Background: The mucocutaneous lesions in Reiter syndrome (RS) or reactive arthritis are seen quite frequently.
Materials and methods: The case records of patients admitted with the diagnosis of RS from January 2006 to December 2010 were reviewed. Data regarding the demographic details; course of musculoskeletal, mucocutaneous, and ophthalmic involvement; body surface area affected; morphology of lesions; investigations undertaken; and treatment instituted were recorded. Based on these, the disease was classified as complete or incomplete RS.
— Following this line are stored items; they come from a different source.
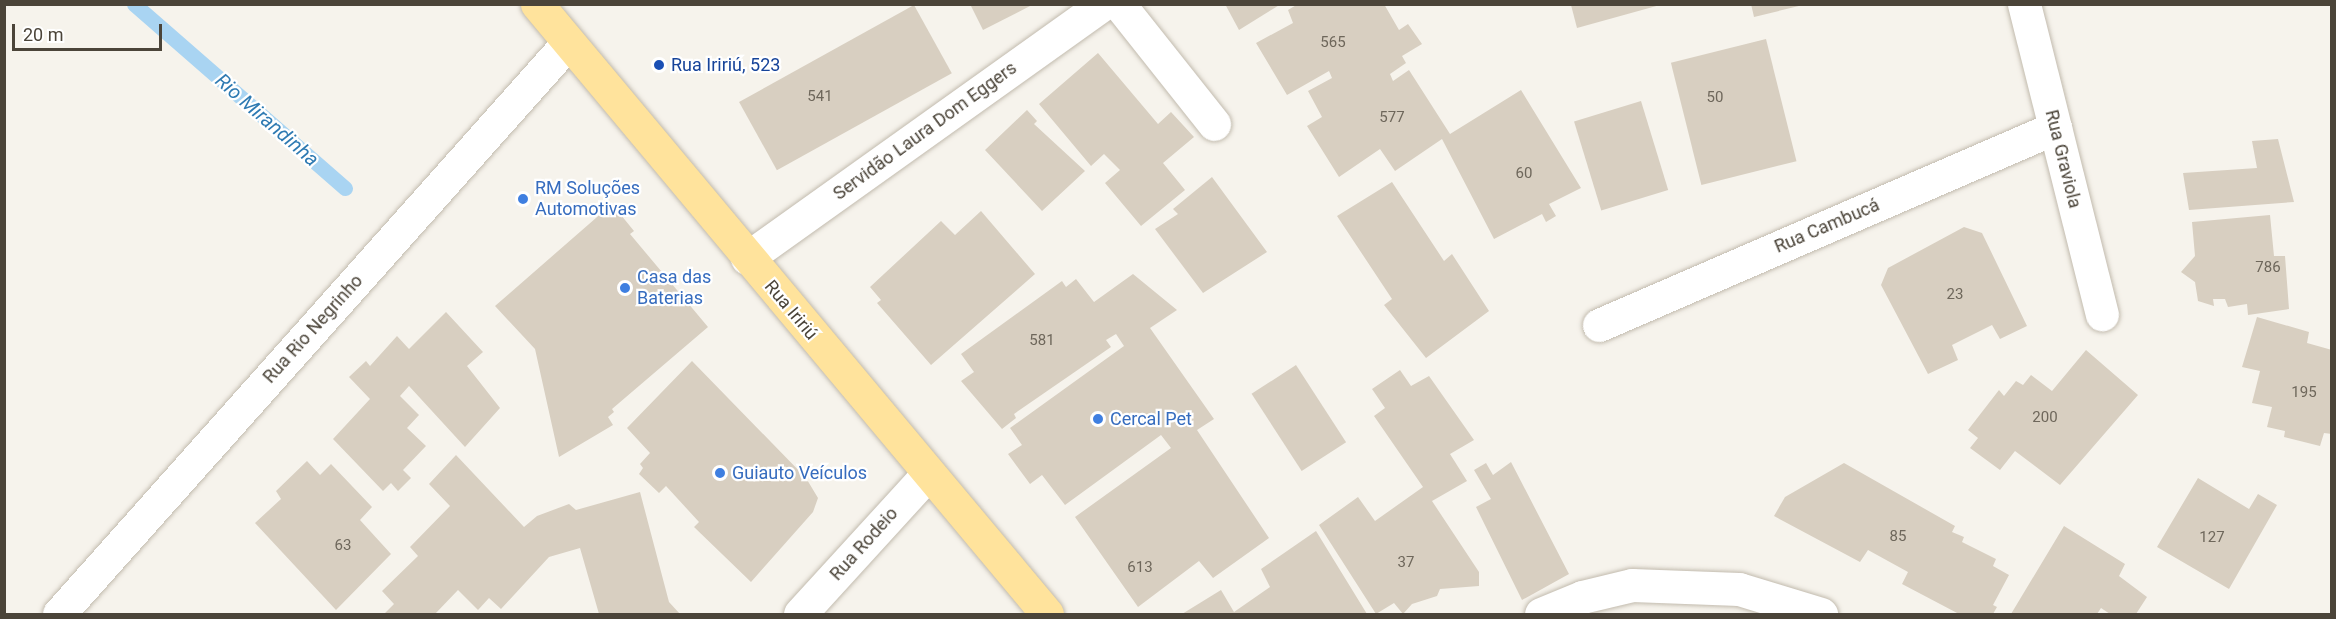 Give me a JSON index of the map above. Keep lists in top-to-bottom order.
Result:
{
  "streets": {
    "main road": ["Rua Iririú"],
    "street": [
      "Servidão Laura Dom Eggers",
      "Rua Graviola",
      "Rua Cambucá",
      "Rua Rio Negrinho",
      "Rua Rodeio"
    ]
  },
  "crossings": [
    ["Servidão Laura Dom Eggers", "Rua Iririú"],
    ["Rua Graviola", "Rua Cambucá"],
    ["Rua Iririú", "Rua Rio Negrinho"],
    ["Rua Iririú", "Rua Rodeio"]
  ],
  "water": ["Rio Mirandinha"],
  "places": [
    "Rua Iririú, 523",
    "RM Soluções Automotivas",
    "Casa das Baterias",
    "Cercal Pet",
    "Guiauto Veículos"
  ],
  "house_numbers": [
    "565",
    "541",
    "50",
    "577",
    "60",
    "786",
    "23",
    "581",
    "195",
    "200",
    "85",
    "127",
    "63",
    "37",
    "613"
  ],
  "scale_bar": "20 m"
}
Results: The case records of 11 patients were evaluated. There were seven males and four females. Only two patients had complete RS, whereas nine patients had incomplete RS. Arthritis and mucocutaneous involvement were seen in all 11 patients, whereas preceding urethritis/dysentery was seen in 4 patients and eye symptoms in 4 patients. Enthesitis was seen in eight patients (72.7%). Circinate balanitis/vulvitis was present in six patients and keratoderma blenorrhagicum in eight patients. The most frequent radiologic finding was juxta-articular osteopenia in eight patients.
Conclusion: RS may not show the typical triad in all cases, although musculoskeletal disease is seen in a significant proportion of patients. In the absence of typical signs and symptoms, cutaneous manifestations may help establish the diagnosis of RS.